About this Research Topic
Horticultural crops are sources of bioactive compounds, including chemopreventive agents that potentially contribute to the prevention of chronic human diseases such as coronary vascular diseases, cancer, diabetes and others. Much interest has therefore generated in understanding the mechanisms and factors regulating the accumulation of biologically active phytonutrients such as antioxidants, vitamins, omega fatty acids, and minerals in plants. The build-up of these chemopreventing agents in fresh produce has been ascribed to genetic and environmental factors, such as cultivar and its origin, cultural practices to grow these, other environmental (abiotic and biotic) factors and postharvest storage conditions.
In fruits and vegetables, phytonutrients accumulate during ripening and maturation, respectively, and contribute to their quality defined by the aesthetic attributes such as flavor, color and texture, and the content of vitamins, antioxidants, chemopreventive agents, ω-3 fatty acids, amino acids, immunonutrients and fiber.
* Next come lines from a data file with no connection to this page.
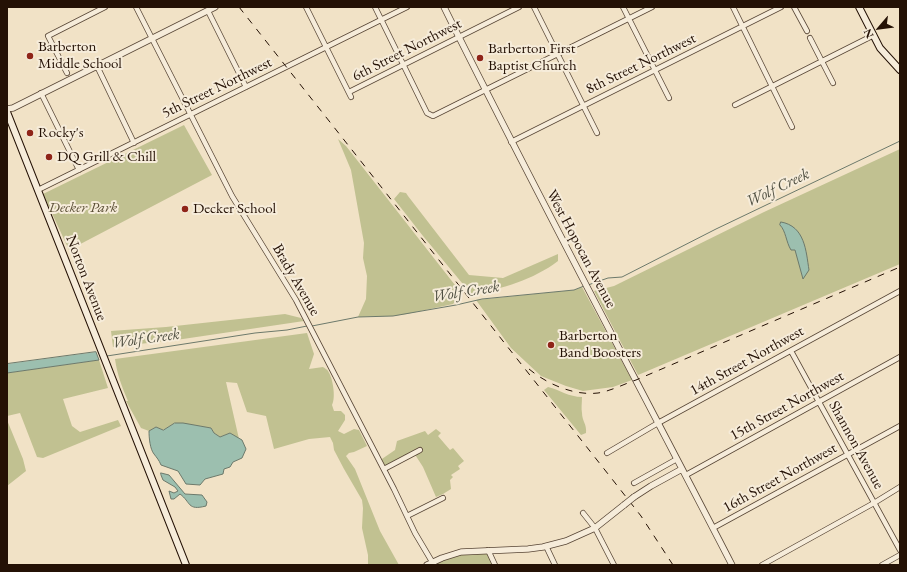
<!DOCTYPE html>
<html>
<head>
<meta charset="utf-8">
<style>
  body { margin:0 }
  #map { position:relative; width:907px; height:572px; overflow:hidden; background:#f1e2c6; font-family:"EB Garamond",serif }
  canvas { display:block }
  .frame { position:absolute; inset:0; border:8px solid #241105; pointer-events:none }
  .north { position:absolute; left:859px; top:8px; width:40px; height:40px; -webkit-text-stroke:3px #f6ecda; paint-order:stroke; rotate:242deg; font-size:11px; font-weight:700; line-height:16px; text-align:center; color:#241105 }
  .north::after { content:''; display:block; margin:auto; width:14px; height:18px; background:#241105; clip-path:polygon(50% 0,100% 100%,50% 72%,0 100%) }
</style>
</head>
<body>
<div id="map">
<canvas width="907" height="572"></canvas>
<div class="frame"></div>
<div class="north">N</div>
</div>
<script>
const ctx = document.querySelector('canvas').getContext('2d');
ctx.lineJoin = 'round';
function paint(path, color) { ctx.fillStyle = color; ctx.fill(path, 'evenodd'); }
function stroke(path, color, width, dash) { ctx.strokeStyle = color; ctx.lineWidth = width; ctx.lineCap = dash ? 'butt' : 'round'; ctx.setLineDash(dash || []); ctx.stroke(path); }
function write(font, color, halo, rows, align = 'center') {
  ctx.font = font + ' "EB Garamond",serif'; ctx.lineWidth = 4; ctx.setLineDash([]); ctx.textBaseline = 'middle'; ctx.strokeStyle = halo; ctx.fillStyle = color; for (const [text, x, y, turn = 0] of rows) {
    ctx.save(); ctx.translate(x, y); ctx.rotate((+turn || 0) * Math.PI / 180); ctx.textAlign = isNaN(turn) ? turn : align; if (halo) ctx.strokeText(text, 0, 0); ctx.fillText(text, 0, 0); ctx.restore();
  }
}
paint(new Path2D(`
  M184,125L212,175L69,250L43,194Z
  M338,139L346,146L462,294L453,304L407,314L393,316L358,317L366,299L367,276L363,258L364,243L351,170Z
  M900,149V264L638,375L594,291L614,286L764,212Z
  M400,192L406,193L408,196L469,275L503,278L558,254V261C533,280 503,288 472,295L423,236L394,199Z
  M582,287L632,380L613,387L583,391L566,386L541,376L511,348L476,300L574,290Z
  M285,314L301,318L304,321L183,339L113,347L111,331L166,327Z
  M307,333L314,354L309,369L323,367C323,367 328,370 328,371C333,378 336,398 332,405L334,411H341L345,415V420L338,431L344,434L354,429L359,430L367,446L354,452L349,453L346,456L355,469L380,531L399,565H368V555L362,528L363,508L362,500L344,469L334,450L333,443L330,437L309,439L274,449L266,416L247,412L237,383L226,382L239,439L230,433L220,437L214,433L211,428L175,423L163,430L156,427L149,431L141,428L126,401H128C122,387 117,374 115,359Z
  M99,360L108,388L63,399L72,426L80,432L118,420L121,426L43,458L37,457L20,413L7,416V373Z
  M548,387C560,390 569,397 582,397C582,403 581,408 582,413C582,421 587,424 586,433L581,435L544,390Z
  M7,420L23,459L26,471L7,486Z
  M436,429L441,433L438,436L450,450L453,448L464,461L458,466L460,469L451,475L453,477L450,480L451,489L443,494L436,497L423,467L414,453L384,469L379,461L395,450L397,441L425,431L428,435Z
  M487,551L493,565H436L434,563L453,555Z`), '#c1c191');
const water = new Path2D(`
  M781,222C805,226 806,251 809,270L803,279L795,250H791C786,242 786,231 780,225Z
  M96,352L99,360L7,373V364Z
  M175,423H183L211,428L214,433L220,437L230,433L242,440L246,449L242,458L233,462L230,467L224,469L223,474L205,479L200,485L186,484L178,471L161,465C159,460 157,458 154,454C150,449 149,438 149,431L156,427L163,430Z
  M161,473L169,475L185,494L202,495L207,502L206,506C187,511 191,502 180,494L174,499H171L169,491L174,493L178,491L175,487L163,480L161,475Z`);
paint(water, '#9cbfaf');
stroke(water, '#6c796b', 1);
stroke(new Path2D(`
  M588,285L608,278L622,277L716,229L900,141
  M312,326L358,317L393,316L456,305L482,299L574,290L584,286
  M107,356L255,333L287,330L307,326`), '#6c796b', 1);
const minor = new Path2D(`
  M136,7L232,196L296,300L394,489L415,533L434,565
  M306,7L351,97
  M375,7L427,113L433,116L652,7
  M534,7L597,133
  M623,7L669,98
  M733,7L792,127
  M794,7L807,31
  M208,11L246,87
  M810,38L833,83
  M97,66L134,143
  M67,73L48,36L105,7
  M349,92L519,7
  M41,93L79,170
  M735,105L874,35
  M511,142L781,7
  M38,190L407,7
  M791,351L900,550
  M607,453L658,423L900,291
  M384,469L420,450
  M686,475L900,357
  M634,483L677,459
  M583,513L595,528L614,565
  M407,516L443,498
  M713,528L900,426
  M546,546L555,565
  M488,550L495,565
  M762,565L874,503L900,487
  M882,565L900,555`);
const tertiary = new Path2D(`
  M444,7C537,195 636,379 732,565
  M7,109L13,108L215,7
  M634,497L651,486L682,469
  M427,565L442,558L461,552L528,549L543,547L566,541L595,528L624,505`);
const secondary = new Path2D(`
  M859,7L880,48L900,70
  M7,112L186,565`);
stroke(minor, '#574535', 6);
stroke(tertiary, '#574535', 7);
stroke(secondary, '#241105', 8);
stroke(minor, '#f6ecda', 4.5);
stroke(tertiary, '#f6ecda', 5.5);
stroke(secondary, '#f6ecda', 6);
stroke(new Path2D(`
  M239,7L612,479L641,516L673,565
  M529,369C547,384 574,396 598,393C611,391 624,384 636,380L900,267`), '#241105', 1, [7, 7]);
const tertiaryBridge = new Path2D(`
  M624,505L634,497`);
stroke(tertiaryBridge, '#574535', 7, []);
stroke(tertiaryBridge, '#f6ecda', 5.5);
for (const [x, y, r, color] of [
  [30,56,4,"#8f2418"],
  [480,58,4,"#8f2418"],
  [30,133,4,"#8f2418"],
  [49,157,4,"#8f2418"],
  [185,209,4,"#8f2418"],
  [551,345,4,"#8f2418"]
]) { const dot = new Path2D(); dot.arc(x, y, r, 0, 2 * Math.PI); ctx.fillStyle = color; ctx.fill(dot); stroke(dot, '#f6ecda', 1.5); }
write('15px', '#241105', '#f6ecda', [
  ["Barberton",38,47],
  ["Middle School",38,64],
  ["Barberton First",488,49],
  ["Baptist Church",488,66],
  ["Rocky's",38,133],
  ["DQ Grill & Chill",57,157],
  ["Decker School",193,209],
  ["Barberton",559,336],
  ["Band Boosters",559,353]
], 'left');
write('15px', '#241105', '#f6ecda', [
  ["6th Street Northwest",407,50,-27],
  ["8th Street Northwest",641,64,-26],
  ["5th Street Northwest",217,88,-26],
  ["West Hopocan Avenue",581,249,62],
  ["Norton Avenue",86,278,69],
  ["Brady Avenue",296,280,60],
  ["14th Street Northwest",747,361,-29],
  ["15th Street Northwest",787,406,-29],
  ["Shannon Avenue",856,445,61],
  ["16th Street Northwest",780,478,-29]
]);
write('italic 15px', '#5b4f36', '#f6ecda', [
  ["Decker Park",83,208]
]);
write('italic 16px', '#4e4e40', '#f6ecda', [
  ["Wolf Creek",778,188,-26],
  ["Wolf Creek",466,292,-9],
  ["Wolf Creek",146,339,-8]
]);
</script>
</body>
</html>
The accumulation of the latter biomolecules during maturation and ripening is under genetic control and regulated by plant hormones. It is envisaged that the manipulation of such traits, be that through crop management and cultivation processes, breeding, or biotechnology will provide enhanced nutritional quality as well as improved fruit/vegetable postharvest quality. Studies focused on the evaluation of natural biodiversity through the application of ‘omics’ technologies seem to be the first step towards the application of modern marker assisted breeding and advanced molecular technologies to improve the nutritional quality and the content of bioactive compounds in horticultural crops.
This Research Topic provides a platform to overview the mechanism(s) of action of major bioactive substances, their biosynthesis, factors controlling their pools, breeding strategies as well as the application of ‘omics’ and systems biology approaches for enhancing the content of vitamins, antioxidants, chemopreventive agents, ω-3 fatty acids, amino acids, immunonutrients and fiber in fruit and vegetables and publish original research papers in these arena.